Almond Butter No-Bake Cookies and a spoonful of peanut butter
4.72 from 28 votes

Almond Butter No-Bake Cookies

Easy, 30-minute Almond Butter No-Bake Cookies infused with oats, sesame seeds, sunflower seeds, and naturally sweetened with coconut sugar!

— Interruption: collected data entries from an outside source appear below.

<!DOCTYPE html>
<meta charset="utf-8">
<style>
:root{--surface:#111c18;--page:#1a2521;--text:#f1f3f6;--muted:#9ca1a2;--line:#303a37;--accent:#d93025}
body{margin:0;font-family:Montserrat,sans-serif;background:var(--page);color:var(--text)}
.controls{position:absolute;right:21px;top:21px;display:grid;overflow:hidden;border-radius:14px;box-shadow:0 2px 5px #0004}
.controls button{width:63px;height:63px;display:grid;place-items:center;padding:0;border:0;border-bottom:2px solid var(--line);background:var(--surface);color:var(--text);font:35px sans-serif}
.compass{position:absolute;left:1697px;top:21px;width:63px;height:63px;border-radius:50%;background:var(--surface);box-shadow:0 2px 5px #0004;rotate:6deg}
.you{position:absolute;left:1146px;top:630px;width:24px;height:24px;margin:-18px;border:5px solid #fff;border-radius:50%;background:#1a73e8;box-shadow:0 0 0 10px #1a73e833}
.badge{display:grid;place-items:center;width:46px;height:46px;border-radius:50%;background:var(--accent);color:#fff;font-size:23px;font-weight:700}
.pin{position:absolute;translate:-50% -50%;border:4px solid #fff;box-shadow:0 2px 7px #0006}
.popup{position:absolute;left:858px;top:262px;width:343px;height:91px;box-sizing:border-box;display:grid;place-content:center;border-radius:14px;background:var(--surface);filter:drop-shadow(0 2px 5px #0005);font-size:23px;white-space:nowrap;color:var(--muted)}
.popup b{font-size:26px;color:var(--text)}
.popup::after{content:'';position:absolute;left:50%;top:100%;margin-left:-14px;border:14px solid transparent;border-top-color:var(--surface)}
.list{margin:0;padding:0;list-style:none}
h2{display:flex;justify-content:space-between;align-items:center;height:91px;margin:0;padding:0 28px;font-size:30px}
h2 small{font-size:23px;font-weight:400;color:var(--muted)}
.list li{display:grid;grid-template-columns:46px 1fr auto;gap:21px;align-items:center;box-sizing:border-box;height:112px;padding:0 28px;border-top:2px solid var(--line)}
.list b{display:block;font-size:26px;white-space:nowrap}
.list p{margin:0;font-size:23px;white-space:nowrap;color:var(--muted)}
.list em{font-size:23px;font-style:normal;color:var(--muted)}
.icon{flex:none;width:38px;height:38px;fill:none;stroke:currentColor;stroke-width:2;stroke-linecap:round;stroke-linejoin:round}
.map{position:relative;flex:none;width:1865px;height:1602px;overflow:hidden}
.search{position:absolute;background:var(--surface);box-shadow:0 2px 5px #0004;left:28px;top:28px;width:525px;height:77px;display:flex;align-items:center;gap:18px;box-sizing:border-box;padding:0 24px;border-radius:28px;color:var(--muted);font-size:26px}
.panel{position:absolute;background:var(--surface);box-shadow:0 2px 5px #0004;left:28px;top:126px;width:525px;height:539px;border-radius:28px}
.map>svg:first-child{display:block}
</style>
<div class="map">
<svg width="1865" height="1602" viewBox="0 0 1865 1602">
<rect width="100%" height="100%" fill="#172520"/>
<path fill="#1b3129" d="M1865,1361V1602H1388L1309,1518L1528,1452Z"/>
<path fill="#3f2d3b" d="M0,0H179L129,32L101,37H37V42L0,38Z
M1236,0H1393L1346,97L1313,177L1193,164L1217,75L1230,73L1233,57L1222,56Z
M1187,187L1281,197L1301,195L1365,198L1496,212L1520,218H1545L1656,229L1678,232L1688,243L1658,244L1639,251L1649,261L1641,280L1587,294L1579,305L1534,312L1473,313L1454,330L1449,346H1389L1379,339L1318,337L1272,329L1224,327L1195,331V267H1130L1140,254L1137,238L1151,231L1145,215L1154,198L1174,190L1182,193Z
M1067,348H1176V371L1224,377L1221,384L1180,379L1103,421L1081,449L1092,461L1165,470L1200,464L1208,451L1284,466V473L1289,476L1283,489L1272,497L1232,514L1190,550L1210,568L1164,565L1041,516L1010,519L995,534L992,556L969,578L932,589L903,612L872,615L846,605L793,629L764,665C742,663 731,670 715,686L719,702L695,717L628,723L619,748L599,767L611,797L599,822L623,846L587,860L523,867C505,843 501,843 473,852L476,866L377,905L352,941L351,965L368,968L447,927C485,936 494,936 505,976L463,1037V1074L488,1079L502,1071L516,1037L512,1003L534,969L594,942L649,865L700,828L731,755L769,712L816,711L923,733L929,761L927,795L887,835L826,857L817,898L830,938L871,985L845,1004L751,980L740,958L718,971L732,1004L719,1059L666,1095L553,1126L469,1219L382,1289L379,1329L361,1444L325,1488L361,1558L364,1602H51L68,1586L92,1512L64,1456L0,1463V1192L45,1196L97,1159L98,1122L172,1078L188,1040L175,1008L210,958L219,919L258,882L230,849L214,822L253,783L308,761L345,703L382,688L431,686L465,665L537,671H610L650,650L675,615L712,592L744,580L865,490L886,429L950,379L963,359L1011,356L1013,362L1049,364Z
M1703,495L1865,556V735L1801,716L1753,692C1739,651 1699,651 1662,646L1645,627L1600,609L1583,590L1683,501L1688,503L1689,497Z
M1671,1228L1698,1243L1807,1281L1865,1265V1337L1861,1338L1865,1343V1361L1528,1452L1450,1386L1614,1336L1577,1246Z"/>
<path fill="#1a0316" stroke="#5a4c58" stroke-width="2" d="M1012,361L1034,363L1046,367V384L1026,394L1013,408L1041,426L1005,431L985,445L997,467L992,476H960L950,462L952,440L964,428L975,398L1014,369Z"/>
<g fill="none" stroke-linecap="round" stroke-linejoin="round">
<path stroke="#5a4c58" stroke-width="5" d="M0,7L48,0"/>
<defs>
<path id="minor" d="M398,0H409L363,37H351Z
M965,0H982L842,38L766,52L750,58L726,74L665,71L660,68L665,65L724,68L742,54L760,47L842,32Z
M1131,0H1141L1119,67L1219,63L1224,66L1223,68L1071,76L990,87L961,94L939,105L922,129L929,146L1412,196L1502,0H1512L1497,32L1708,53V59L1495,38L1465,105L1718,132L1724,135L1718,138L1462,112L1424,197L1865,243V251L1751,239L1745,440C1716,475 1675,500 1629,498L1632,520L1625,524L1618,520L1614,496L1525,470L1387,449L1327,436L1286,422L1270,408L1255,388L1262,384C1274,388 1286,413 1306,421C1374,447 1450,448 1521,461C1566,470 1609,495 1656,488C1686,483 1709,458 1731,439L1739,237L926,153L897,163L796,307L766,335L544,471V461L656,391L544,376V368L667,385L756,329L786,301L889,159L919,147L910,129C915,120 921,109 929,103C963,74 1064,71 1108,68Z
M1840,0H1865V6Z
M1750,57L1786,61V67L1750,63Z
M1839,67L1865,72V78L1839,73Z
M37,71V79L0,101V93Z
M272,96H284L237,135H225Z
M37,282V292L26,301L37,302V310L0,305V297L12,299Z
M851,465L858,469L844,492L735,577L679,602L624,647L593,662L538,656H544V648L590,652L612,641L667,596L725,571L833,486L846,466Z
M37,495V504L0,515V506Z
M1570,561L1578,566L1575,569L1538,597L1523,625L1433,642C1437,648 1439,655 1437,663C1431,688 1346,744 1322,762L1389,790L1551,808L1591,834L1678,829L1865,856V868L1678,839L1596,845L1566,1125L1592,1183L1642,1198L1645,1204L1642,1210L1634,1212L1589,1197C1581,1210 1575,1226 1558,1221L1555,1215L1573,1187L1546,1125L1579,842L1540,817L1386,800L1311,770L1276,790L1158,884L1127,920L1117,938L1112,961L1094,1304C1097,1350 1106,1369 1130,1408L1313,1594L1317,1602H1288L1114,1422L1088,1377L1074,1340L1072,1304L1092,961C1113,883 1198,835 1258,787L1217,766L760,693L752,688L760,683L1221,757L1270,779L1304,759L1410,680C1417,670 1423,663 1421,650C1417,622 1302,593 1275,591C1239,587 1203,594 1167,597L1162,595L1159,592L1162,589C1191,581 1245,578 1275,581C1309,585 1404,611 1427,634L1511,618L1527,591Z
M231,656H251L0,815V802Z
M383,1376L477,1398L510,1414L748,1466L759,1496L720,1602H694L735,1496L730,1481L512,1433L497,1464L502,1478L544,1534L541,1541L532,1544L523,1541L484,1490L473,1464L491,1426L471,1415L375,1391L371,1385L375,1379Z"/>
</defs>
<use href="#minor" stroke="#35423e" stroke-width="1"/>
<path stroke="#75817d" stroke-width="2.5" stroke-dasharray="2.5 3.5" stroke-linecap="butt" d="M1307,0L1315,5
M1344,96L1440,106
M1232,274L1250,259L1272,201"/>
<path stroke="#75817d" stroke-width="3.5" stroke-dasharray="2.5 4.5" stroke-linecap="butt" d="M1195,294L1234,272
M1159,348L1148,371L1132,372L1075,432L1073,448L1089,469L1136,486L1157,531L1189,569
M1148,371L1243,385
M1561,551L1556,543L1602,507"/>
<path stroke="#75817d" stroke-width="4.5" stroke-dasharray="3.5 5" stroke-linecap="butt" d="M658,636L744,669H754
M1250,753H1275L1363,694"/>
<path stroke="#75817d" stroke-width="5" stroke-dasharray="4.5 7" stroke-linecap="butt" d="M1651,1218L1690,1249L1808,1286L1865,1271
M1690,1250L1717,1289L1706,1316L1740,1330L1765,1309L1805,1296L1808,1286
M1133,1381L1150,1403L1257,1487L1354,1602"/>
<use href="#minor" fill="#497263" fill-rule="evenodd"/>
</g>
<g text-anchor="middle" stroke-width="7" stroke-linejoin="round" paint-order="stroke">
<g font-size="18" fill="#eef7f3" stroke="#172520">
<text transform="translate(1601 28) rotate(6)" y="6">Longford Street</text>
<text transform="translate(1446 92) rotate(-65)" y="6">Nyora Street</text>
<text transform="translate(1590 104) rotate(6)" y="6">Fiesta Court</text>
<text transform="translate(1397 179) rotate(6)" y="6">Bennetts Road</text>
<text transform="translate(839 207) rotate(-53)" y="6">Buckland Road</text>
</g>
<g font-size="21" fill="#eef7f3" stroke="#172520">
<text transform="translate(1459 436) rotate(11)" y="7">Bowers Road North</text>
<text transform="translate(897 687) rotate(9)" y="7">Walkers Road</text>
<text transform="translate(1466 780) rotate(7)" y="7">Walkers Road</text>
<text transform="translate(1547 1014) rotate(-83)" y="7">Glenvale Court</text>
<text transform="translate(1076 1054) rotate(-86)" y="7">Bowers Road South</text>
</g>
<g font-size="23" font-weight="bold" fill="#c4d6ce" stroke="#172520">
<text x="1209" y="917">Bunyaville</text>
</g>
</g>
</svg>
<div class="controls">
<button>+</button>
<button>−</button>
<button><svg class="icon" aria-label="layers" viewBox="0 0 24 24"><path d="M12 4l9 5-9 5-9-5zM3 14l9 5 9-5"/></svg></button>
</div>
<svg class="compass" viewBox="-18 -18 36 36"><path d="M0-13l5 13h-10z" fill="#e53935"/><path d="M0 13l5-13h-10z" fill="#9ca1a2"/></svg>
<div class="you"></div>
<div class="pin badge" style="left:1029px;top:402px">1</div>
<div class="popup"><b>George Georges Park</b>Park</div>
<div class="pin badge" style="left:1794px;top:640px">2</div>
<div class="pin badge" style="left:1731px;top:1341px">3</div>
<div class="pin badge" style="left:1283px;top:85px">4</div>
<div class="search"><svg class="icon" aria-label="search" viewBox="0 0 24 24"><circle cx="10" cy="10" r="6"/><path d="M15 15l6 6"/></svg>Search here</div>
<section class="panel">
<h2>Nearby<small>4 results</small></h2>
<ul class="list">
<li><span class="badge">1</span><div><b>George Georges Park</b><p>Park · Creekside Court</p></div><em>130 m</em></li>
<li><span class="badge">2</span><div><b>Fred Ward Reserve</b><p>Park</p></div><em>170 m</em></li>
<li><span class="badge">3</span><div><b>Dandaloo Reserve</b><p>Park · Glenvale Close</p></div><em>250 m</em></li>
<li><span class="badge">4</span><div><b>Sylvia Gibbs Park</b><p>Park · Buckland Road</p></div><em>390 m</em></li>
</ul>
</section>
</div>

A healthy but decadent dessert or snack!
Author: Minimalist Baker
Prep Time 27 minutes
Cook Time 3 minutes
Total Time 30 minutes
Servings: 13 (cookies)
Category: Dessert, Snack
Cuisine: Gluten-Free, Vegan
Freezer Friendly 1 month
Does it keep? 5 Days


  • 1/2 cup coconut sugar (or sub organic cane sugar)
  • 2 Tbsp unsweetened almond milk (or other non-dairy milk)
  • 3 Tbsp coconut oil (use refined for a less intense coconut flavor // or sub vegan butter)
  • 1/2 tsp pure vanilla extract
  • 1/3 cup salted natural almond butter
  • 1 1/2 Tbsp coconut flour
  • 1/4 cup sesame seeds
  • 3 Tbsp roasted unsalted sunflower seeds (or slivered toasted almonds)
  • 1 cup gluten-free rolled oats
  • 1 pinch sea salt


  1. Line a baking sheet with parchment or wax paper.
  2. Add coconut sugar, almond milk, and coconut oil to a medium saucepan and bring to a low boil over medium heat.
  3. Once bubbling, swirl pan to combine ingredients and let boil for 1 minute. Remove from heat and add vanilla, almond butter, coconut flour, sesame seeds, sunflower seeds, oats, and salt and stir to combine + fully incorporate all ingredients (see photo).
  4. Drop heaping Tablespoon amounts (I used this cookie scoop!) of the mixture onto the prepared baking sheet and sprinkle with additional sesame (optional).
  5. Let sit at room temperature until cooled and firmed - about 20-25 minutes. They will set but still be a little tender. To speed setting time, cool in the refrigerator.
  6. Leftovers will keep covered at room temperature for 2-3 days, in the refrigerator for up to 5 days, or in the freezer up to 1 month.


*Recipe adapted from my Coconut No-Bake Cookies.
*Nutrition information is a rough estimate.